Но многообразие форм — еще недостаточный залог первенства в лирической поэзии. Мировое значение всякий поэт приобретает лишь благодаря, тому, что сам присутствует в каждом своем создании, что все формы выражения, несмотря на их разнообразие, носят на себе (и это — настоящее чудо) печать единства и новизны и что все та же кровь, мистическим образом переливаясь дальше и дальше, из одного стиха в другой, пронизывает до последней жилки каждый стих поэта. Этот знак царственного происхождения, знак духовного первородства и власти над языком, так ясно запечатлен в каждом стихотворении Гете, что, несмотря на непрерывную смену форм, мы в любом из них узнаем его, единственного, кто мог создать этот стих, и даже более того: подлинные знатоки, вглядываясь в каждое зерно этого лирического урожая, узнают год и час его созревания, а по какой-нибудь интонации, обороту речи, по каким-то неуловимым черточкам каждый может почти всегда определить, к какому периоду относится то или иное стихотворение — к юношеской ли поре, к классическим или к поздним годам. Как почерк Гете и в десять и в восемьдесят лет во всех своих изменениях остается таким, что его, несмотря на все изменения, нельзя не узнать, как достаточно увидеть среди тысячи одно написанное поэтом слово, чтобы сказать: «Это — рука Гете», — точно так же довольно одной страницы прозы, одного четверостишия, чтобы признать Гете их творцом. Макрокосм — мир Гете — виден в микрокосме самого короткого стихотворения.

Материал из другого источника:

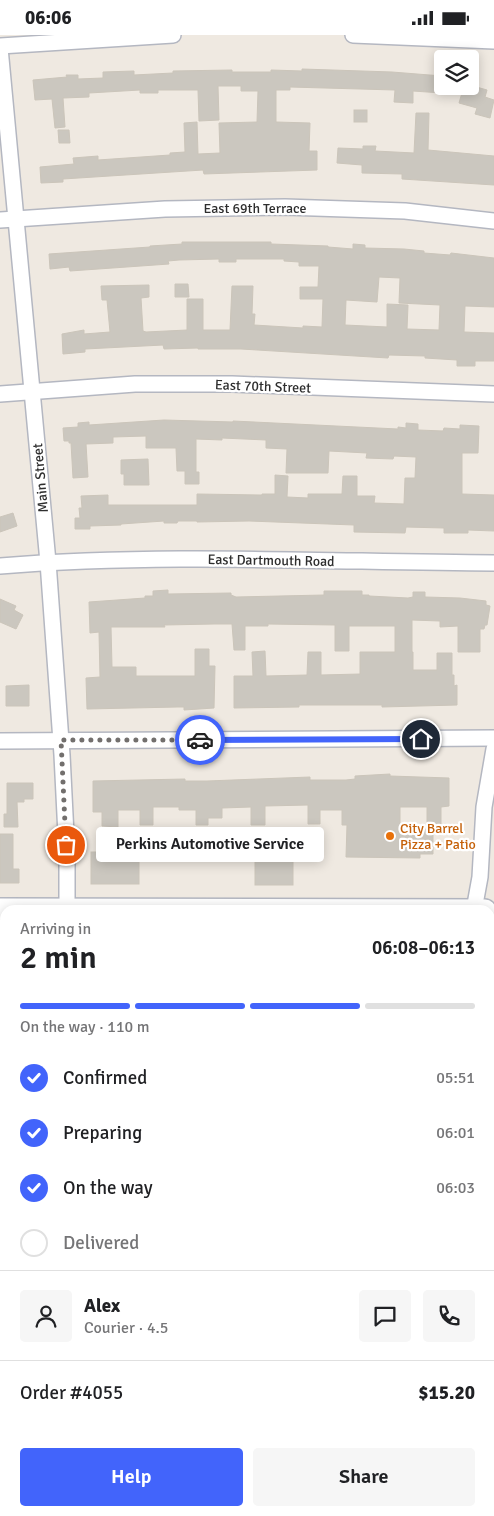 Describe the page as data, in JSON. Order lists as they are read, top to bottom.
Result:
{
  "streets": {
    "street": [
      "East 69th Terrace",
      "East 70th Street",
      "Main Street",
      "East Dartmouth Road"
    ]
  },
  "crossings": [
    ["East 69th Terrace", "Main Street"],
    ["East 70th Street", "Main Street"],
    ["Main Street", "East Dartmouth Road"]
  ],
  "places": ["City Barrel Pizza + Patio", "Perkins Automotive Service"],
  "page": {
    "status": "06:06",
    "bubble": "Perkins Automotive Service",
    "heading": ["2 min", "Arriving in", "06:08–06:13"],
    "panel": [
      "Alex",
      "Courier · 4.5",
      "Order #4055",
      "$15.20"
    ],
    "bar": "On the way · 110 m",
    "list": [
      ["Confirmed", "05:51"],
      ["Preparing", "06:01"],
      ["On the way", "06:03"],
      "Delivered"
    ],
    "buttons": ["Help", "Share"]
  }
}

И все же насколько легко узнать специфически гетевское в лирике Гете, настолько же трудно (даже в объемистой книге) конкретно определить и замкнуть в четких понятиях то особое, что присуще ему одному. Идет ли речь о Гёльдерлине, о Новалисе, о лирике Шиллера, не так трудно фиксировать и даже свести к метрическим и эстетическим формулам основные черты их стиля, потому что у них явно преобладает одна определенная языковая окраска, круг идей строго ограничен, а ритмика прочно связана с определенной формой темперамента. Но когда речь заходит о лирике Гете, всякая попытка найти формулу неизбежно приводит к пустословию или к метафорам. Потому что у него языковая окраска — это все цвета спектра, это льющийся непрерывным потоком, тысячекратно изменчивый свет, не отдельный луч, а само солнце, претворенное в слово (если уместен здесь поэтический образ). И его ритмика, в свою очередь, не подчиняется схеме хореев и дактилей, то есть раз навсегда данному строю; она живет, отражая жизнь его чувств, бьется в такт с его бурным или спокойным дыханием. Поэтому и лирическое самовыражение Гете до того естественно, что объяснением ему может служить только всеобъемлющее существо поэта, а не литературные нормы. Исследование своеобразия Гете в поэзии всегда ведет за пределы вопросов языка — к стихийности его натуры, к чувственному характеру его мироощущения. Конечным объяснением его цельности всегда будет не искусство — Оно, но лишь то творческое, неделимое, пребывающее неизменным во всех метаморфозах, о чем мы говорим: он.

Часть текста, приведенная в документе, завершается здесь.